Berita Hutan Lindung ‘Ibu Kota’ Orangutan Sumatra di Aceh Singkil Kian Kritis

by


Jakarta, Pahami.id

Perusakan hutan yang terus terjadi di wilayah tersebut Aceh Singkil menghasilkan habitat dilindungi terbesar bagi populasi orangutan Sumatera semakin kritis. Sejak tahun 2019, aktivitas pembukaan hutan sangat besar padahal kawasan ini merupakan suaka margasatwa yang dilindungi.

Aktivis konservasi khawatir tingkat kerusakan ini tidak hanya akan merusak keanekaragaman hayati tetapi juga hewan ikonik seperti orangutan sumatera. Populasi satwa yang dilindungi ini terus mengalami penurunan dari tahun ke tahun.

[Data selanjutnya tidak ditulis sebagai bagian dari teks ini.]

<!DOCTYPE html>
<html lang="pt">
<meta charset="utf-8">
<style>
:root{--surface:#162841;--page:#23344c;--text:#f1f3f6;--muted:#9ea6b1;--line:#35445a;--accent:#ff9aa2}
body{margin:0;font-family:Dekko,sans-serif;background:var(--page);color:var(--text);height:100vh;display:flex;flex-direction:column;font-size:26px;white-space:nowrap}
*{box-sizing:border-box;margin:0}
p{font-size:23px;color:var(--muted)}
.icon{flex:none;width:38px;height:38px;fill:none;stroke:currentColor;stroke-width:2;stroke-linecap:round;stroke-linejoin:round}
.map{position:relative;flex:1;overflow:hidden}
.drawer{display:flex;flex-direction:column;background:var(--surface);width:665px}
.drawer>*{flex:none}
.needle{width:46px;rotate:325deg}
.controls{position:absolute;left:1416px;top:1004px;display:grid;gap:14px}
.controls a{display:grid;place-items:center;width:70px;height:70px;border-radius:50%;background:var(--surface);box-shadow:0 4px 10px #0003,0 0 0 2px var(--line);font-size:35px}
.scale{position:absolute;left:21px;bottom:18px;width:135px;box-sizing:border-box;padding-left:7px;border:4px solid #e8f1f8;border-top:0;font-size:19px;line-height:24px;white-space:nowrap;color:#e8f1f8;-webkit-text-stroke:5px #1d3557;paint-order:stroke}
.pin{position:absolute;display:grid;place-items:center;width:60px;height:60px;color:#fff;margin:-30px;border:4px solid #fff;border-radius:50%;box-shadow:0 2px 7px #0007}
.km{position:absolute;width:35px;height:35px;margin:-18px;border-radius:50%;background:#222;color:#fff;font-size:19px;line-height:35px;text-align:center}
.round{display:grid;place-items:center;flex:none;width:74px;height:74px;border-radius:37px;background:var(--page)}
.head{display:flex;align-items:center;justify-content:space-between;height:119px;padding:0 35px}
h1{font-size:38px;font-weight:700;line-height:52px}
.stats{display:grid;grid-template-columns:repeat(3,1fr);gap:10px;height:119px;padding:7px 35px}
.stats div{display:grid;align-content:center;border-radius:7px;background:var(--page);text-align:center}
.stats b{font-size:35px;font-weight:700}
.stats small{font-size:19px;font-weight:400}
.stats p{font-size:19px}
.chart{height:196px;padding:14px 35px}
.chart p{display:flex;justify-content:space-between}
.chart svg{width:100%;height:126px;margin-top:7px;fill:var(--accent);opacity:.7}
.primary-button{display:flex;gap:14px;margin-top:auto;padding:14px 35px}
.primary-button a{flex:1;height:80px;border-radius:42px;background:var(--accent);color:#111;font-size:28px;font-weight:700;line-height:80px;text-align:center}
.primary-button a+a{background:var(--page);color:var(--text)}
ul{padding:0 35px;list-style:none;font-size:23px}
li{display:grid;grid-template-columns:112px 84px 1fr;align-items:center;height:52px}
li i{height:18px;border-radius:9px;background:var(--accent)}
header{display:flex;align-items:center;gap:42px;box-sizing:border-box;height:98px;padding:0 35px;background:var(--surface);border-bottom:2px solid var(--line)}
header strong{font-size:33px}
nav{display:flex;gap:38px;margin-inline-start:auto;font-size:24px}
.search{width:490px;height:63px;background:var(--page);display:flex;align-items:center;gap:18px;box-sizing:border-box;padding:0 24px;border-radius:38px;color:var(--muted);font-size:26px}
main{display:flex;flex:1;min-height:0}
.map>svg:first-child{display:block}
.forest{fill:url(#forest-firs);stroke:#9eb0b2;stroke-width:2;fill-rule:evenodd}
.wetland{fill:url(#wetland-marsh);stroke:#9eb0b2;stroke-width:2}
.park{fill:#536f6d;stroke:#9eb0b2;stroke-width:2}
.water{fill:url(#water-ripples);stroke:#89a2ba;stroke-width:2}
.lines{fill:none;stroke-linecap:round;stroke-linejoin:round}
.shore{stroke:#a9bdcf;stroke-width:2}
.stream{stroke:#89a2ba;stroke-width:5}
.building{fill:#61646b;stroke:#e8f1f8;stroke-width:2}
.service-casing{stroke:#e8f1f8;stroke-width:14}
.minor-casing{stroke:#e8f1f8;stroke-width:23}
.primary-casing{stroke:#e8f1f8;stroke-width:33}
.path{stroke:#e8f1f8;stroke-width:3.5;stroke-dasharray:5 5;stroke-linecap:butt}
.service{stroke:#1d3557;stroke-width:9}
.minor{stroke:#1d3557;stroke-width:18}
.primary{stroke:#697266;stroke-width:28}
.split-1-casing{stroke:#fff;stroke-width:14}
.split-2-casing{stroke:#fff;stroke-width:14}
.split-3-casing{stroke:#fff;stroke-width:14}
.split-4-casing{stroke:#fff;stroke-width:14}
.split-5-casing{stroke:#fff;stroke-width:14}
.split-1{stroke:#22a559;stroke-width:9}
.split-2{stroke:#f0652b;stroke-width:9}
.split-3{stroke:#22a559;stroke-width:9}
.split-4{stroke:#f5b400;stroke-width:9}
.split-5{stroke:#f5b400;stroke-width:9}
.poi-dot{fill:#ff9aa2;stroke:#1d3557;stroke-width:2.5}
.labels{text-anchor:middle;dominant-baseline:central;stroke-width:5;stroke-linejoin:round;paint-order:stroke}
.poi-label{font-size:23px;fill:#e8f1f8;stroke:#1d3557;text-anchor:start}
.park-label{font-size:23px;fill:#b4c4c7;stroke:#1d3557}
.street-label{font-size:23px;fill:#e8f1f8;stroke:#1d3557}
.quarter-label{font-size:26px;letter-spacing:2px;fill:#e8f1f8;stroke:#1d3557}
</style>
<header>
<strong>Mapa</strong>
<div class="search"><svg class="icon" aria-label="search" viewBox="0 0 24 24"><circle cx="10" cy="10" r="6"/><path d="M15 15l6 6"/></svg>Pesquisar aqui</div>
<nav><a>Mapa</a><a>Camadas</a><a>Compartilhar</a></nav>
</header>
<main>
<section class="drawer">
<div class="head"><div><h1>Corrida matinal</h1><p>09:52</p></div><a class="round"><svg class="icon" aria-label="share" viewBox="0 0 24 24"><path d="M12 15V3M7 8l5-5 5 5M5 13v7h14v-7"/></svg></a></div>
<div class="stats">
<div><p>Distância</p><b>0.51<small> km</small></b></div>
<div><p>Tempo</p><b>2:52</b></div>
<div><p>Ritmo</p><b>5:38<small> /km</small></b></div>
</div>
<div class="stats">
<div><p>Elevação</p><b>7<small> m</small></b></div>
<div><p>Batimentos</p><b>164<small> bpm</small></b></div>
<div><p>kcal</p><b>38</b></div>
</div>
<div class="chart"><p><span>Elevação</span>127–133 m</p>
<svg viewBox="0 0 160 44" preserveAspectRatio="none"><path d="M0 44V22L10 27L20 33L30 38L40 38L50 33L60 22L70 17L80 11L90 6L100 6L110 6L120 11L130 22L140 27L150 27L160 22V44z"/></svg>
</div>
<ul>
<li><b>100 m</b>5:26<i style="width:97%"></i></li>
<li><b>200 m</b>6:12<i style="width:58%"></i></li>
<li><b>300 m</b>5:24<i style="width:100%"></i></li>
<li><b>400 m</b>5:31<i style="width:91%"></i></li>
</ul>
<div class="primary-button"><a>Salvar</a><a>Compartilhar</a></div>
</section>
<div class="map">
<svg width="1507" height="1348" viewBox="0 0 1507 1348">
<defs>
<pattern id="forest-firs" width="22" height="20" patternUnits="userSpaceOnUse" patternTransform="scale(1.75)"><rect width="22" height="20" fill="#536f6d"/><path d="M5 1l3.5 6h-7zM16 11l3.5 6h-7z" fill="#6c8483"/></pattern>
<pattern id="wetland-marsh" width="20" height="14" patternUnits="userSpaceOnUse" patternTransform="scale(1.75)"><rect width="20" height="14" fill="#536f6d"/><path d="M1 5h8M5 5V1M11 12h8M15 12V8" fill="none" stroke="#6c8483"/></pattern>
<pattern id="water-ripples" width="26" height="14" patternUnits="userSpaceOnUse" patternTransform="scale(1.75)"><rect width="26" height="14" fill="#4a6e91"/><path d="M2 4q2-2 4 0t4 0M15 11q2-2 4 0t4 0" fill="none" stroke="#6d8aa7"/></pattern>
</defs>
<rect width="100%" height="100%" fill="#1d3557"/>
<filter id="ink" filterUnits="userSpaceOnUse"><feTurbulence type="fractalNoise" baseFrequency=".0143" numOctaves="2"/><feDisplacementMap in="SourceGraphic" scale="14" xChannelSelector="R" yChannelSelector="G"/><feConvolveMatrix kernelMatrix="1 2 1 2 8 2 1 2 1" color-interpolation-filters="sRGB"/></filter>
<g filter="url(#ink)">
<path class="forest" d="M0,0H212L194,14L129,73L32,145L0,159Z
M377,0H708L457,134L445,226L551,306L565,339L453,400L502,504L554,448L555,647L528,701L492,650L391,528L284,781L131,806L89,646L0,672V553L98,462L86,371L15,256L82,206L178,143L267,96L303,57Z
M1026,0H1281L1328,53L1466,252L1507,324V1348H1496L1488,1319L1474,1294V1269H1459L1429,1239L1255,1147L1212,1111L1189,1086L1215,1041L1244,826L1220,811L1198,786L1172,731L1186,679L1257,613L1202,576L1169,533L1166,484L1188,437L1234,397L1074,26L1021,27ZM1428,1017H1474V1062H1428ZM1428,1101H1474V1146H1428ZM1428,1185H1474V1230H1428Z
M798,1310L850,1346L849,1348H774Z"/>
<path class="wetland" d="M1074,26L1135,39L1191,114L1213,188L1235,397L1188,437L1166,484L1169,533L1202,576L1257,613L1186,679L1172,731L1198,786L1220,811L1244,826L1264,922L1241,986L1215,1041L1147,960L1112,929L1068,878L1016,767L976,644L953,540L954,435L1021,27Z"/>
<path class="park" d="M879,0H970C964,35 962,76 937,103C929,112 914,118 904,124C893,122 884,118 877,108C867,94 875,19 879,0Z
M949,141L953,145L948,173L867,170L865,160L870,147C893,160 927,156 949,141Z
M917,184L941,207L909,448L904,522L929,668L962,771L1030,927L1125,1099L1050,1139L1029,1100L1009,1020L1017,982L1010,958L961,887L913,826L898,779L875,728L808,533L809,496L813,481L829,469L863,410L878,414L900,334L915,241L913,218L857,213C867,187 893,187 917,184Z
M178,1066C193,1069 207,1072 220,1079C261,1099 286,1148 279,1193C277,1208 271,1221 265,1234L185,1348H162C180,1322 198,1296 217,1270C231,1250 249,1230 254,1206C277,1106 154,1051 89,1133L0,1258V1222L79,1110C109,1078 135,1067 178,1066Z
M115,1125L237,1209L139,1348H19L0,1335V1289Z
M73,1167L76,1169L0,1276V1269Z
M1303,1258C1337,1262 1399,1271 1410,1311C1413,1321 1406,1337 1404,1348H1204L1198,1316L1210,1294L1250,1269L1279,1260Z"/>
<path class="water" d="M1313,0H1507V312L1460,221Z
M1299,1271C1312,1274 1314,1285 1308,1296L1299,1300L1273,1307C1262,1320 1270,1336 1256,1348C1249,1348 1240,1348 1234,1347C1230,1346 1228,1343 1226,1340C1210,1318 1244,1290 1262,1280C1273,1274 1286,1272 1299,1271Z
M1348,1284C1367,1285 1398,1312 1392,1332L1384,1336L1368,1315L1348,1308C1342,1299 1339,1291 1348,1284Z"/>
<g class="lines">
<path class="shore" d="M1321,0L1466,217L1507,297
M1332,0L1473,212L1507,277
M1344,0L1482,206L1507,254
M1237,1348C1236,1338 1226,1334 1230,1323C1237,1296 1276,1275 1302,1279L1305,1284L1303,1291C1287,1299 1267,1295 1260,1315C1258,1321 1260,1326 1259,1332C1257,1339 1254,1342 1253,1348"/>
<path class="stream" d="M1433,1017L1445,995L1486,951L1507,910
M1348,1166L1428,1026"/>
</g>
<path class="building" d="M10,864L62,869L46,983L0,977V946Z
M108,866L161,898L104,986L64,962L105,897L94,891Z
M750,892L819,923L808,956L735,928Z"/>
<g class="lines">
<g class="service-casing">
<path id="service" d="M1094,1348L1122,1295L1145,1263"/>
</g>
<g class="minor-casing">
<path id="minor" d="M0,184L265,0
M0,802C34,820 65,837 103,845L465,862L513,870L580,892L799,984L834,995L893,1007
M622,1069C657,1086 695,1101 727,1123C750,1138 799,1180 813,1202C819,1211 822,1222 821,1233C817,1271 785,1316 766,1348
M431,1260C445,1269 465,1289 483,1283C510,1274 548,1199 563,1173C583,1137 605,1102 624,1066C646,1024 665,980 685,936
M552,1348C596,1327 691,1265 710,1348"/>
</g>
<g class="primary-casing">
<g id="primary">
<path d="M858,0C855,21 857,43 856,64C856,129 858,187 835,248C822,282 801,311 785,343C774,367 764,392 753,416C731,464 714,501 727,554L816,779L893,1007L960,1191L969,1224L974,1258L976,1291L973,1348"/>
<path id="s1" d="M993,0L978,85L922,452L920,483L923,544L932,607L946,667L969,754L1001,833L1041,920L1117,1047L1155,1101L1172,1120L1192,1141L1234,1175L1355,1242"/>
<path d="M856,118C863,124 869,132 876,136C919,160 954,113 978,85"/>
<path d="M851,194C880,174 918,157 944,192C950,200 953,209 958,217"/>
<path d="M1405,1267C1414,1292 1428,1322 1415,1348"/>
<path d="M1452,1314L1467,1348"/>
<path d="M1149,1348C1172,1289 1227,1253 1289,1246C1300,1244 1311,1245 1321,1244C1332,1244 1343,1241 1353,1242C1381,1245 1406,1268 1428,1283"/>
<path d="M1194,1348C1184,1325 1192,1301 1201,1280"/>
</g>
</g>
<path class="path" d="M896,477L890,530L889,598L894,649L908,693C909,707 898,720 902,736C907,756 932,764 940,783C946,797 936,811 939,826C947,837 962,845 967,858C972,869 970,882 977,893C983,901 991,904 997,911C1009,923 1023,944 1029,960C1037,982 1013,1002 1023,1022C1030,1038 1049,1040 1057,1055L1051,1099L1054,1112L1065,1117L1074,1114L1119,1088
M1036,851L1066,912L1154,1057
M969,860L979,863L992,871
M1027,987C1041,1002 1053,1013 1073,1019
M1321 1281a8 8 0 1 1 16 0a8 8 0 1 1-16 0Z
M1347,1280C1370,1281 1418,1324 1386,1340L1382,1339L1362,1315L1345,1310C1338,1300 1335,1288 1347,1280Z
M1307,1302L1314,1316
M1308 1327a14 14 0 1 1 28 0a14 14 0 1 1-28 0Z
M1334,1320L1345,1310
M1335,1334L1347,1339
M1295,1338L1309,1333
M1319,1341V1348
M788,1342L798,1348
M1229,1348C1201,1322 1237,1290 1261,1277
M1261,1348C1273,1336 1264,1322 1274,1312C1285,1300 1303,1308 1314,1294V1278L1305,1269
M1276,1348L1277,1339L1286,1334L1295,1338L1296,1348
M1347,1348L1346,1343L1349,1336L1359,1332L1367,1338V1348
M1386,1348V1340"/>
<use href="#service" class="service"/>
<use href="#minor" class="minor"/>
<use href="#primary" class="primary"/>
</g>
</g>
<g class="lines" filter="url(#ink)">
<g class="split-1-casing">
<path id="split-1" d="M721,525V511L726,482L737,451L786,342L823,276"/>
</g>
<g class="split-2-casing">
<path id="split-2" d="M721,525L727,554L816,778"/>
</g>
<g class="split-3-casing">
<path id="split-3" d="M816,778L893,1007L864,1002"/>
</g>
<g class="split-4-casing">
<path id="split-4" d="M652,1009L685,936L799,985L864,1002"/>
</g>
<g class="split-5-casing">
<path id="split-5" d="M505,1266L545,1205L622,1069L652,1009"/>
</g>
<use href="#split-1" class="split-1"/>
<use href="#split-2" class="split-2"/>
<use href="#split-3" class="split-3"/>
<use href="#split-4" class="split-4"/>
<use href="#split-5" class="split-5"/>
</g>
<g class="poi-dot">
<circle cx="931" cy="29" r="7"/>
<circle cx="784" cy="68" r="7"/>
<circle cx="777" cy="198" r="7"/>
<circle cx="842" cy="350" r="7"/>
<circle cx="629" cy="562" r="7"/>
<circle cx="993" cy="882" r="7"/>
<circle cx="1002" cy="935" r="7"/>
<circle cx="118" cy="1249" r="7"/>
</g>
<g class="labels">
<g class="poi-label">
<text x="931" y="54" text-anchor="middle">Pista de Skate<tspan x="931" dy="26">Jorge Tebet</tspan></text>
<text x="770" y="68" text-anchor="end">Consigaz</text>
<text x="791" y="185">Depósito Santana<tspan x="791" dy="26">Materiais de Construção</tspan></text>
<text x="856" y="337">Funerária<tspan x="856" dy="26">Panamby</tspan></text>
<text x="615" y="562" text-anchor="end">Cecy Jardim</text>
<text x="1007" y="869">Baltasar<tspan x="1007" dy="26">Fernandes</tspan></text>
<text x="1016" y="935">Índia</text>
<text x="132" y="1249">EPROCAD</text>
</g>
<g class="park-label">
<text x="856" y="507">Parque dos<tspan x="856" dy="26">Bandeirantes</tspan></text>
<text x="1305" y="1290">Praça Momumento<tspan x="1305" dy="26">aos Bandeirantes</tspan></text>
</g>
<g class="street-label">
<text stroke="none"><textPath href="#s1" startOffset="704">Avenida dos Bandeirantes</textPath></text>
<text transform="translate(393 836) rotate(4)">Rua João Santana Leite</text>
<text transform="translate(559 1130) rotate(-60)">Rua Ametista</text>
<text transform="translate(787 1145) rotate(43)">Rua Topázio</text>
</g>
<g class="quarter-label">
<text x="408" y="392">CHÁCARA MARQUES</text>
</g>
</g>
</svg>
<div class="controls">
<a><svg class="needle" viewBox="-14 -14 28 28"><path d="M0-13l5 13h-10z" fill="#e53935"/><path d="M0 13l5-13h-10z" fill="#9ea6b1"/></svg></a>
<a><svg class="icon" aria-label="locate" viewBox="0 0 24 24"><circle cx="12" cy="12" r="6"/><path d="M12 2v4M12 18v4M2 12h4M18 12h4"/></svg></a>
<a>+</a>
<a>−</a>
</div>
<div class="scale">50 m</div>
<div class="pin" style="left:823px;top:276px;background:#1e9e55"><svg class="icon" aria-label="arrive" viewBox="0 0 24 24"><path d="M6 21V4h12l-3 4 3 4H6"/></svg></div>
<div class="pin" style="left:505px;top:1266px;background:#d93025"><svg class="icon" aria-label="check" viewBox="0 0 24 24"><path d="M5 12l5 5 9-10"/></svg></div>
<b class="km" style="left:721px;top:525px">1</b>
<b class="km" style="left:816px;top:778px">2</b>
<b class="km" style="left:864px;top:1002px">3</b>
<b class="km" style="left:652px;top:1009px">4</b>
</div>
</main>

Deforestasi telah dilakukan secara besar-besaran sejak maraknya pembukaan perkebunan kelapa sawit pada tahun 2019.

Pengelola Sistem Informasi Geografis Yayasan Hutan, Alam, dan Lingkungan Hidup (HAkA) Aceh Lukmanul Hakim mengatakan dalam catatan lembaganya, hingga Juni 2024, luas hutan yang hilang sekitar 2.030 hektare.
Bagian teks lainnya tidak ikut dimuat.